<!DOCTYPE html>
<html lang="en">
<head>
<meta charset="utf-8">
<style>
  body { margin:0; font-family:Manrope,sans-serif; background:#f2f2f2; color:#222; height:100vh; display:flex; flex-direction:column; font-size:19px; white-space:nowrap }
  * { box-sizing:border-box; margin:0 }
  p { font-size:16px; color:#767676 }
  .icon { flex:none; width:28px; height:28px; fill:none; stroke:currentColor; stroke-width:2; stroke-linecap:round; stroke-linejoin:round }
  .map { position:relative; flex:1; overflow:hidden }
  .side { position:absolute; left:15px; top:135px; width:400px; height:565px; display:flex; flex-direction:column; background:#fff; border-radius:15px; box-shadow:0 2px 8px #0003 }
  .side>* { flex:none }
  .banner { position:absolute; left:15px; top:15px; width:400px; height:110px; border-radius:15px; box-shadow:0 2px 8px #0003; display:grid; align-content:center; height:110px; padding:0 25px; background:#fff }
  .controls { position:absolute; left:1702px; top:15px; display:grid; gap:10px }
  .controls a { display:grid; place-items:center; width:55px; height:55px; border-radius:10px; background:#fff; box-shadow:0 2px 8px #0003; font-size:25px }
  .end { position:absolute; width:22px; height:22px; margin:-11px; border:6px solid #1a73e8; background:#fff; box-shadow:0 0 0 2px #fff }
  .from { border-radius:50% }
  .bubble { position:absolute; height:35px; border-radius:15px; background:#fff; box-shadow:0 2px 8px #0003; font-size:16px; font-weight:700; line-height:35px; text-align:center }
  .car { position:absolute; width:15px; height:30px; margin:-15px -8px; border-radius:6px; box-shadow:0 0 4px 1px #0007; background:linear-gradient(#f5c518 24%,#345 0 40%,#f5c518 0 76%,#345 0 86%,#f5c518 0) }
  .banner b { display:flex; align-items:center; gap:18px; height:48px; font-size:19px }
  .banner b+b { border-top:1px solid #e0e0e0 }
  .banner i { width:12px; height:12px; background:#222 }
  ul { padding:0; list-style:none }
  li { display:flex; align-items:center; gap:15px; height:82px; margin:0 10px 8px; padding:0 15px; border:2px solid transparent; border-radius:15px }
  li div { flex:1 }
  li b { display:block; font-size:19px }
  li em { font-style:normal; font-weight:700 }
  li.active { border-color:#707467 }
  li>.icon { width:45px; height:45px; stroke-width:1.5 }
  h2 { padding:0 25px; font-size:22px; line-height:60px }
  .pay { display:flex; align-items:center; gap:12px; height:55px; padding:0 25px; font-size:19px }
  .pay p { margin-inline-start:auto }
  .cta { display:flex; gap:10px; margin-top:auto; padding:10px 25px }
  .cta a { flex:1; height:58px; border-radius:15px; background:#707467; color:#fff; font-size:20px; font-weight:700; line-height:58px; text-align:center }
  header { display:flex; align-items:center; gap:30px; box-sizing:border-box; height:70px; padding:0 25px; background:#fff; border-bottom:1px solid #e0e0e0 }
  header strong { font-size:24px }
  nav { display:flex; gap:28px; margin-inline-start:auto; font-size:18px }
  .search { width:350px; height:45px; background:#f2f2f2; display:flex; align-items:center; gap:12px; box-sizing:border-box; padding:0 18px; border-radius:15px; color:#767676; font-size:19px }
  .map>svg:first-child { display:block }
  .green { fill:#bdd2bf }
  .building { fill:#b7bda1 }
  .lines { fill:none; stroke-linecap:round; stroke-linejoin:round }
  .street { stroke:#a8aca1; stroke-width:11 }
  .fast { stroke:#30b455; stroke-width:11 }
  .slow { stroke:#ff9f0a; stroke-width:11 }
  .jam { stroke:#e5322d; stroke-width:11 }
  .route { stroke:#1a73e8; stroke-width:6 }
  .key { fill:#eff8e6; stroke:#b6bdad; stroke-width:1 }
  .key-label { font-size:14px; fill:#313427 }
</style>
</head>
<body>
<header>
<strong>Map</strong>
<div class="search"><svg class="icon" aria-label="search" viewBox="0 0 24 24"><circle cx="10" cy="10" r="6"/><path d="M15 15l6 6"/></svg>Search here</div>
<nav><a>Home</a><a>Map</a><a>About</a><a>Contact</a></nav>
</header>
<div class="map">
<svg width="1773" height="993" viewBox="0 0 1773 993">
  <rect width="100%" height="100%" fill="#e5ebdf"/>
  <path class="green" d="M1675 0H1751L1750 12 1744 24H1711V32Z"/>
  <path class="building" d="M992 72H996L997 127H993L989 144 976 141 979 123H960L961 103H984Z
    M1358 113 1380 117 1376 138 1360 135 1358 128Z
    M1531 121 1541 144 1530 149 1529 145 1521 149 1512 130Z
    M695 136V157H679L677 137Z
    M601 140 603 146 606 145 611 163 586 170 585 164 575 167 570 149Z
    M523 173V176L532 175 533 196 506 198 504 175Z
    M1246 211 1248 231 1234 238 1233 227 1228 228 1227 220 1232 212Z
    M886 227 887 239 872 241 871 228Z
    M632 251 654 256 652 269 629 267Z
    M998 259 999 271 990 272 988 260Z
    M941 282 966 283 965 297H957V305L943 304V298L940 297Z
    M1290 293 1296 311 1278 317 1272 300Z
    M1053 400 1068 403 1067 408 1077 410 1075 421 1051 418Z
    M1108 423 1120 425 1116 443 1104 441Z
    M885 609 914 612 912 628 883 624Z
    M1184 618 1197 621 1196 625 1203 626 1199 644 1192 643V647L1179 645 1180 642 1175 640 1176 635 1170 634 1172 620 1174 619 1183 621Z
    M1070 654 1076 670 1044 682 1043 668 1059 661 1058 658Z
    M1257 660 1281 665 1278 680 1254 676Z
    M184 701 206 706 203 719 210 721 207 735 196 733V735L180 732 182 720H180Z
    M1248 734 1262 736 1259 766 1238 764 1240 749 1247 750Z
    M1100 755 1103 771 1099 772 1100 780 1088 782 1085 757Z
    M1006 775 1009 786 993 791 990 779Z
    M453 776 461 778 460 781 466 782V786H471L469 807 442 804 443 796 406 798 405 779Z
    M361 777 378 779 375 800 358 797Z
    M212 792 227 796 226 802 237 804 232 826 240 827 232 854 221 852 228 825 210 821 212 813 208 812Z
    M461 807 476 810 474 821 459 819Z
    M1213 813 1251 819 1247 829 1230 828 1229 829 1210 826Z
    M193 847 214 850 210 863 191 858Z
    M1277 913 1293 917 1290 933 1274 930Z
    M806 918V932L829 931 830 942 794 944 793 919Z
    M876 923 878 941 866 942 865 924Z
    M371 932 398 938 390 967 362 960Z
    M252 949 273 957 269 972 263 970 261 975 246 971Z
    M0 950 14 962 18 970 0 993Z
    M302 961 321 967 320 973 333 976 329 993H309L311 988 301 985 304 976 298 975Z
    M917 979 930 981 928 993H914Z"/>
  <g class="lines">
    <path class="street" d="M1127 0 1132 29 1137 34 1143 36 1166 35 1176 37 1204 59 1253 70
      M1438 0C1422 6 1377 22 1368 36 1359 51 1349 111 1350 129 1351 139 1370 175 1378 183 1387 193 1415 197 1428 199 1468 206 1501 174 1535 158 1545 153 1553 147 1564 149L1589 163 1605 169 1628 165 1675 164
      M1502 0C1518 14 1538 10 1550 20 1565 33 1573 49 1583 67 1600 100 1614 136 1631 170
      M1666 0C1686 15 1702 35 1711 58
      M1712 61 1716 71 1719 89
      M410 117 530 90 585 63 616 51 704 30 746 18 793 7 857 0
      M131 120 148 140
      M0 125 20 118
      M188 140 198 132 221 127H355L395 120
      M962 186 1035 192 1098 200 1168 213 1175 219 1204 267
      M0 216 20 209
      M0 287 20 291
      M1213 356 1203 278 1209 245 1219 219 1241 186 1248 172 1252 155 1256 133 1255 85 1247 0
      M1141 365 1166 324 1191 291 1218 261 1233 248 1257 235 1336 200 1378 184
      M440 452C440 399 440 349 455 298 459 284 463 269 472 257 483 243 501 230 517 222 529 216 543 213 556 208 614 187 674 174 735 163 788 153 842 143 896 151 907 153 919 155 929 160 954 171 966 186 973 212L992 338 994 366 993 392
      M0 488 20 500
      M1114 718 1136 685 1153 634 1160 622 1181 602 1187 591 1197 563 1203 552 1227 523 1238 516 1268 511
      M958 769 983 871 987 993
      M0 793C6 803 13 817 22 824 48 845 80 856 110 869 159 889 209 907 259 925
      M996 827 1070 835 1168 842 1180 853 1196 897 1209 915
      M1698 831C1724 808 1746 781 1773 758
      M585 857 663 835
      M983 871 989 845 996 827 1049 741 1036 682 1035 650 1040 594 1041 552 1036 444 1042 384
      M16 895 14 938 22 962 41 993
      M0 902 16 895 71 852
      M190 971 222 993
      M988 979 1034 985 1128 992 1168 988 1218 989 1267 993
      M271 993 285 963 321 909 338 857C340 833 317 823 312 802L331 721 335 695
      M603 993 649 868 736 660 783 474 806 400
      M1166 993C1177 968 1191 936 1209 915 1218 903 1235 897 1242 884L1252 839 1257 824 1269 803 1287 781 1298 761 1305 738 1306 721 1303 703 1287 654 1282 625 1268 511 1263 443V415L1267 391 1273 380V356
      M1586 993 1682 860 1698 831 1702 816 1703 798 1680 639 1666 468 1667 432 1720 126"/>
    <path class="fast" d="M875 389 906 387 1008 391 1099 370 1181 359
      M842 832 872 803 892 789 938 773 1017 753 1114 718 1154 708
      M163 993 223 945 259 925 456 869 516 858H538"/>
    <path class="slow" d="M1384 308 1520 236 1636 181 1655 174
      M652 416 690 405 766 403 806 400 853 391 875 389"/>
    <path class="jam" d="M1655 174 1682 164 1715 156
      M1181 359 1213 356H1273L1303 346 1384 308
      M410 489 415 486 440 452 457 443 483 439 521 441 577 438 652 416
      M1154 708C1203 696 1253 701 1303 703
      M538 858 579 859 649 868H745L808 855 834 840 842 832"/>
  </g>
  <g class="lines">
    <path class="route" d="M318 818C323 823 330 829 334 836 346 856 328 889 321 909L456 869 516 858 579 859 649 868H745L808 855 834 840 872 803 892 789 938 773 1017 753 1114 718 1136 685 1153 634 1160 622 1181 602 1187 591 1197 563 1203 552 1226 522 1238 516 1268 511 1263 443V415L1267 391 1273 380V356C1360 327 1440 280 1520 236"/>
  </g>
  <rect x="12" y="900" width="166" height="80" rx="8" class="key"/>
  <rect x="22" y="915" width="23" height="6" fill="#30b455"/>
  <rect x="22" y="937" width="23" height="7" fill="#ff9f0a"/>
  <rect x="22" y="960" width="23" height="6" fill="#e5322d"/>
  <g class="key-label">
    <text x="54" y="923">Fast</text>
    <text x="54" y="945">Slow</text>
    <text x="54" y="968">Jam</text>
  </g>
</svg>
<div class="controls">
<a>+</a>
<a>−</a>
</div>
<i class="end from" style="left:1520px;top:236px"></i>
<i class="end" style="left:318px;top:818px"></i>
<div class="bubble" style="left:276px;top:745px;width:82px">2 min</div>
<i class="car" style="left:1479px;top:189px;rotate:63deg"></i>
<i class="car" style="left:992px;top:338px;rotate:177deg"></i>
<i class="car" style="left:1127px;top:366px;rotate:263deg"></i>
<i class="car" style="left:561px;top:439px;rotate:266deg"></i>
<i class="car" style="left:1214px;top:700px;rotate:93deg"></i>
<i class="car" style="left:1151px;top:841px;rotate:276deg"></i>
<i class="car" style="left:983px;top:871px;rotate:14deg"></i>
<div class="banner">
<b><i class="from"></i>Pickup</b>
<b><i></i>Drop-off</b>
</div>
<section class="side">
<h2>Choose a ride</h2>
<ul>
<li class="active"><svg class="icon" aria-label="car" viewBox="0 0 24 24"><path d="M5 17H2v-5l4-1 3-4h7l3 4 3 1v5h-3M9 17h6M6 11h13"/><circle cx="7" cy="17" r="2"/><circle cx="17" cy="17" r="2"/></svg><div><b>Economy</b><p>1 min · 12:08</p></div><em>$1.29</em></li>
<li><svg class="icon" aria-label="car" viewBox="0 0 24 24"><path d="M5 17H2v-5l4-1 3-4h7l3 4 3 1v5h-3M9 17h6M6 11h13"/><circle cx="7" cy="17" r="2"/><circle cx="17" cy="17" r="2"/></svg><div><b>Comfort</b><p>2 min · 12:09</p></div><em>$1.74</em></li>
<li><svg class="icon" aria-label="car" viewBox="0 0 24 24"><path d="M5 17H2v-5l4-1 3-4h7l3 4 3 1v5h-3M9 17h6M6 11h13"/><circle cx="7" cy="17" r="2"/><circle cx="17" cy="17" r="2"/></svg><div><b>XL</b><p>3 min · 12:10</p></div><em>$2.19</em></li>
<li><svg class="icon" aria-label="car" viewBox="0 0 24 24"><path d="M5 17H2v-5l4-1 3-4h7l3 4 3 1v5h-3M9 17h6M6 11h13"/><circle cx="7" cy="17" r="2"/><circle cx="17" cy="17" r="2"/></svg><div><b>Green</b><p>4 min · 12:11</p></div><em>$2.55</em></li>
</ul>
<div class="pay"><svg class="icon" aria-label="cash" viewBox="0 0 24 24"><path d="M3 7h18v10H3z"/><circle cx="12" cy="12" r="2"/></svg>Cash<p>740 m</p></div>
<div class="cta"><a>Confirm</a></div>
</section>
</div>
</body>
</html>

• YOUR TASK
State the number of lines in this listing that contain the string "shadow", and add nothing else.

• RESULT OF THE EXERCISE
6